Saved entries

============

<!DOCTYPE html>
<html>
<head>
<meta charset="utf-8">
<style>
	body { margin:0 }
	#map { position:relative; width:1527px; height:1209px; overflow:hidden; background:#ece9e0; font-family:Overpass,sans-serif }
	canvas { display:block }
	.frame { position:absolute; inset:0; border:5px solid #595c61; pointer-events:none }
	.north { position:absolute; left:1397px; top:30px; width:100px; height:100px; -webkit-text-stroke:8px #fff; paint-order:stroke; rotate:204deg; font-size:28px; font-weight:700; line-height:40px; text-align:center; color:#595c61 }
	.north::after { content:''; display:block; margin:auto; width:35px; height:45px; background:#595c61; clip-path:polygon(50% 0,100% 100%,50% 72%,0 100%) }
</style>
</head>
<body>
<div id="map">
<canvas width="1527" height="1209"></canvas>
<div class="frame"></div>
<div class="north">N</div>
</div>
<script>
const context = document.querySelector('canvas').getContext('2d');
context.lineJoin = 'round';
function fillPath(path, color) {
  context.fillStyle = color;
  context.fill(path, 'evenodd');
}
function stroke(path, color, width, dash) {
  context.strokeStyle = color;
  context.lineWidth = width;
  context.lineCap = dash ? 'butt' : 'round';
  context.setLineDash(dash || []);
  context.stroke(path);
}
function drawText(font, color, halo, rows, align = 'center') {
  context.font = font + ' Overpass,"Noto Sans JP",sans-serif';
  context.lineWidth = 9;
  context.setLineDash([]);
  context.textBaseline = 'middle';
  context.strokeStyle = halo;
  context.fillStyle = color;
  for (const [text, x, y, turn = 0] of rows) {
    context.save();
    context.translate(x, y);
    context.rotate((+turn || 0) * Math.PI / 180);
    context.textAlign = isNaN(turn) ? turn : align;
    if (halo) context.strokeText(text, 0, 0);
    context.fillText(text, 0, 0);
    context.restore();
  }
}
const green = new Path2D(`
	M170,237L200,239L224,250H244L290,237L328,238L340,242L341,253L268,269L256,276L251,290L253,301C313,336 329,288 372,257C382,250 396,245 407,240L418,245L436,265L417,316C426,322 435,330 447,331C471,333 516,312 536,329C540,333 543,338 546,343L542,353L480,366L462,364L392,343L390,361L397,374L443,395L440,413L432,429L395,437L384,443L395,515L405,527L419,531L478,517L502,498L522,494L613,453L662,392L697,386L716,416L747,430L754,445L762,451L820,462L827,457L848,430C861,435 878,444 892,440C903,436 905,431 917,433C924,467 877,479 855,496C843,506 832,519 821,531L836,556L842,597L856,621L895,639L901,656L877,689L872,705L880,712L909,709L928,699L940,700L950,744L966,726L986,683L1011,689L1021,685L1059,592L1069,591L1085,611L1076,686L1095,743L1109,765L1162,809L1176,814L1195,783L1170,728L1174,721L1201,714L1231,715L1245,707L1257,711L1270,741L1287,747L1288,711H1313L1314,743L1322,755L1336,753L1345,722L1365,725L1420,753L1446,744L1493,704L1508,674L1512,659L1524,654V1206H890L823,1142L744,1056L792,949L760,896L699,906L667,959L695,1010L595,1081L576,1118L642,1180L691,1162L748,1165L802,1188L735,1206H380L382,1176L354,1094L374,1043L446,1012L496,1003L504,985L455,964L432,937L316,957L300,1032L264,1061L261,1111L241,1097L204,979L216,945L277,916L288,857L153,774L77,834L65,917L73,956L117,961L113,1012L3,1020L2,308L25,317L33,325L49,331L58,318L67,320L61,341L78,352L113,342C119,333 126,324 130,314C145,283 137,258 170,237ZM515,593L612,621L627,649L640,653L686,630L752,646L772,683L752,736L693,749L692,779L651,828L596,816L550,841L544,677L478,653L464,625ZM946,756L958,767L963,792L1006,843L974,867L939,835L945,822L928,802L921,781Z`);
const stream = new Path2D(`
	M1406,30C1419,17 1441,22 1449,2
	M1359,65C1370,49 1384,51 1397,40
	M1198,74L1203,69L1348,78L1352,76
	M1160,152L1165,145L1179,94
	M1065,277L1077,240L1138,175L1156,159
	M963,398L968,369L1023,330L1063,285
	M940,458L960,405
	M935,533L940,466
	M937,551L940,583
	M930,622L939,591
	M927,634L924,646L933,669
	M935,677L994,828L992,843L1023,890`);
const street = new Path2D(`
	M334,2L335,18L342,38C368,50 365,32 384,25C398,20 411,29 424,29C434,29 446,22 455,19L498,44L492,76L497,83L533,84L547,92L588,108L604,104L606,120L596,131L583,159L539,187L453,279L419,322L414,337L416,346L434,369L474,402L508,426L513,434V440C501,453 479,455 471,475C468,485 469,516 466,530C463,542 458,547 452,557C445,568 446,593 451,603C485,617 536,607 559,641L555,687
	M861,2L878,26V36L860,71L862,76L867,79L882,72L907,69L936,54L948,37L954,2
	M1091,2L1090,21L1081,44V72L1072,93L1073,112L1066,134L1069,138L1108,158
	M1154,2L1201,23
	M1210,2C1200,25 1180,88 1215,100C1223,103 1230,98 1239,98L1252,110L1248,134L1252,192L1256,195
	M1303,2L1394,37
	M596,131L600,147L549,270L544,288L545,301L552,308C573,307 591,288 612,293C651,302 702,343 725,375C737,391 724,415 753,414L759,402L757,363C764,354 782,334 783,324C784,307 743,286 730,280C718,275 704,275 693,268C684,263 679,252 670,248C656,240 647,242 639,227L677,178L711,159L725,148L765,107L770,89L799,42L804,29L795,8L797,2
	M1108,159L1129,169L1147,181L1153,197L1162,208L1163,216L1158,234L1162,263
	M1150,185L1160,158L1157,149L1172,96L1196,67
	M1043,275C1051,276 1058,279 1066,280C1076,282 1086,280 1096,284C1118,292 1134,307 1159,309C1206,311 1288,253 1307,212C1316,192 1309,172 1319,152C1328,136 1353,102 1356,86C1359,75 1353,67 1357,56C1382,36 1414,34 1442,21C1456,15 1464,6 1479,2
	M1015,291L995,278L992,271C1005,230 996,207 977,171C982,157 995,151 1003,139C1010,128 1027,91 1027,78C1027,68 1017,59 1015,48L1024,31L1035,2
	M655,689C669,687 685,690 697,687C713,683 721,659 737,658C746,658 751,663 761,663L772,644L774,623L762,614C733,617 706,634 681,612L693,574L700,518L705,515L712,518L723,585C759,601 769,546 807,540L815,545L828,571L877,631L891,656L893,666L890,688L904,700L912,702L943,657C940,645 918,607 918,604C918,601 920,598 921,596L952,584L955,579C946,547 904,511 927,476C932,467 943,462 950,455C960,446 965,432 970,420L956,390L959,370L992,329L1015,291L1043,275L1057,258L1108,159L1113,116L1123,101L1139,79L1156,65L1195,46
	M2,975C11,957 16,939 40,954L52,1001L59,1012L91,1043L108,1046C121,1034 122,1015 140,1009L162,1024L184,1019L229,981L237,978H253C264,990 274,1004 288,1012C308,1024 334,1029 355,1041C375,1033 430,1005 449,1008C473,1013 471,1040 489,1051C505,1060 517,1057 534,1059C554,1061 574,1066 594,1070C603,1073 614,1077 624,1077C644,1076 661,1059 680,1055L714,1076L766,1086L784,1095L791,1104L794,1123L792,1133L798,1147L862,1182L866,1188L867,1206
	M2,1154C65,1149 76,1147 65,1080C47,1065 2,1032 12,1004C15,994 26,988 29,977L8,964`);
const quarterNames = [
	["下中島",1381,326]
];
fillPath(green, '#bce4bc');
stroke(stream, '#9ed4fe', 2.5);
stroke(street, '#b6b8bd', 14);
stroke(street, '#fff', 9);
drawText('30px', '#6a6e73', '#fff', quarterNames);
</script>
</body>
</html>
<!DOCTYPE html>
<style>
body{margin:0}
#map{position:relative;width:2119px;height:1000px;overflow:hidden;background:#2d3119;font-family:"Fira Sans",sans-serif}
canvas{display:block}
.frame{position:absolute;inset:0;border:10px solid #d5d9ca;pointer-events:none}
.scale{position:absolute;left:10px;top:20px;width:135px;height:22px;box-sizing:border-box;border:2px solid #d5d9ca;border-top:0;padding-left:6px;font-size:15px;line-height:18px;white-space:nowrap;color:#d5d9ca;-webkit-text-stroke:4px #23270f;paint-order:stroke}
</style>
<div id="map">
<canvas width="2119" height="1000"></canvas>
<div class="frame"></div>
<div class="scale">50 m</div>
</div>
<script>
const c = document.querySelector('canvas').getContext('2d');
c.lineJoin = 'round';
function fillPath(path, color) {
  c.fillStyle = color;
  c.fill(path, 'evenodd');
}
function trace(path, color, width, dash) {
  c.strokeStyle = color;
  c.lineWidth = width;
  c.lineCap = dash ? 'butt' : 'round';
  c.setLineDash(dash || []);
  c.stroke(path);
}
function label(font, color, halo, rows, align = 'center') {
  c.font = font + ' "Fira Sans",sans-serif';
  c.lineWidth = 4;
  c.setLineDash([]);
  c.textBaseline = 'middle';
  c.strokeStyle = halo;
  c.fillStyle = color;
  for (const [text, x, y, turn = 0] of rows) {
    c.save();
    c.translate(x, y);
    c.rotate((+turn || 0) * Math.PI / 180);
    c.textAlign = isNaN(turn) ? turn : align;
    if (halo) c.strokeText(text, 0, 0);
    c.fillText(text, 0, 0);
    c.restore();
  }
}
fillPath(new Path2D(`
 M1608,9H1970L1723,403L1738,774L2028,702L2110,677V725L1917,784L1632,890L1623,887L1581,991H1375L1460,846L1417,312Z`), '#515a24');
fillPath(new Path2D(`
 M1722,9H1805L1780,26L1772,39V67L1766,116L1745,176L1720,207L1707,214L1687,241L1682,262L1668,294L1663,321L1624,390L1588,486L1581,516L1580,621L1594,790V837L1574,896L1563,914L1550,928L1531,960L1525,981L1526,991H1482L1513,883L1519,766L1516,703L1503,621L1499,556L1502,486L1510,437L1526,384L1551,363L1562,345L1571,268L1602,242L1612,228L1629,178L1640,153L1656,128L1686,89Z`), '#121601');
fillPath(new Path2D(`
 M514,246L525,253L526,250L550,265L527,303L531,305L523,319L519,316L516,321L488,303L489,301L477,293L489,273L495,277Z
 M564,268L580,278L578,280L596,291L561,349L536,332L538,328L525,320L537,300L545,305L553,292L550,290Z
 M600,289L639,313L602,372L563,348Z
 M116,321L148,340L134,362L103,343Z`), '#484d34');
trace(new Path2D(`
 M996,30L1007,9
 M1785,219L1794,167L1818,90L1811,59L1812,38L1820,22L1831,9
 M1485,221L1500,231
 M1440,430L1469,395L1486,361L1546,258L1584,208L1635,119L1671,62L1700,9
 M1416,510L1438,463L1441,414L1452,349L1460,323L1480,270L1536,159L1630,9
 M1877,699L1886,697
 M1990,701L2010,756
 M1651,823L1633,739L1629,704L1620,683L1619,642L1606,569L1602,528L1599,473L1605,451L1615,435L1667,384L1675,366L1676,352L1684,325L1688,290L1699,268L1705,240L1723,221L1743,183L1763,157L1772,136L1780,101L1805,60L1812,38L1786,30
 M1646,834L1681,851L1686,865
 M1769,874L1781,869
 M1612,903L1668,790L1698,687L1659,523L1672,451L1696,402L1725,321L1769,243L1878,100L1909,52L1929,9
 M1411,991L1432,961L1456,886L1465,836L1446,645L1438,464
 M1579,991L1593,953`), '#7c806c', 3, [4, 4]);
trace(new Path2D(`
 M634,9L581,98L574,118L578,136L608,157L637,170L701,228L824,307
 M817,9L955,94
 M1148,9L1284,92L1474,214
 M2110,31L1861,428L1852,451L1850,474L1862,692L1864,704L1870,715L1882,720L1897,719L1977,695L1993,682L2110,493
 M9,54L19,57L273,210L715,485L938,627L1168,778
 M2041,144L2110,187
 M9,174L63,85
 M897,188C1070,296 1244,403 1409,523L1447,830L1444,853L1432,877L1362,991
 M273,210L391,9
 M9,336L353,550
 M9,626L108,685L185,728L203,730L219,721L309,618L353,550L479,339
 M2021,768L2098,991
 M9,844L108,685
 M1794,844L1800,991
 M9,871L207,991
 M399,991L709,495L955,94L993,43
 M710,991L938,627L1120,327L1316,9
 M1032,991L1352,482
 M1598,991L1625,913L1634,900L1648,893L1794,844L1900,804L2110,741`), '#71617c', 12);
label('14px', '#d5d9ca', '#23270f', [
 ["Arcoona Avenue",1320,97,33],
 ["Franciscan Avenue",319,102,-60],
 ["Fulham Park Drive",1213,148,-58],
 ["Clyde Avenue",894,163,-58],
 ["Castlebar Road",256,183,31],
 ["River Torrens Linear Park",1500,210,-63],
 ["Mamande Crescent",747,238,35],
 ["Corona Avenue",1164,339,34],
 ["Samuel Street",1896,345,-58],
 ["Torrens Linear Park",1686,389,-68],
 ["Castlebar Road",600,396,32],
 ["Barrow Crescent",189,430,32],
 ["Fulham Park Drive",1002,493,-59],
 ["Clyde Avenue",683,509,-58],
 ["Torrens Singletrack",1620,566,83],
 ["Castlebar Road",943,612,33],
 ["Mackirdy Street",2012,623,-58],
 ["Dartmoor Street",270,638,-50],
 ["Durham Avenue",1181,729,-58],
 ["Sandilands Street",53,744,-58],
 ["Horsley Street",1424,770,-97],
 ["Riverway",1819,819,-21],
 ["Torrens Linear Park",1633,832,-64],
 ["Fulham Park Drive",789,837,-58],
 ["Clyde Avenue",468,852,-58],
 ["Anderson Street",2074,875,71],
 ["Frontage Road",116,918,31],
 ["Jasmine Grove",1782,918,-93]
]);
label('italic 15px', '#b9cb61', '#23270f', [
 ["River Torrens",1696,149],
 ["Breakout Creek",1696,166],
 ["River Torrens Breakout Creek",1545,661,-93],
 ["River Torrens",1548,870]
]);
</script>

============

_Exercise brief:_ Filter the entries down to the lines that hold "evenodd". Copy those lines.

_Answer to this problem:_
  context.fill(path, 'evenodd');
  c.fill(path, 'evenodd');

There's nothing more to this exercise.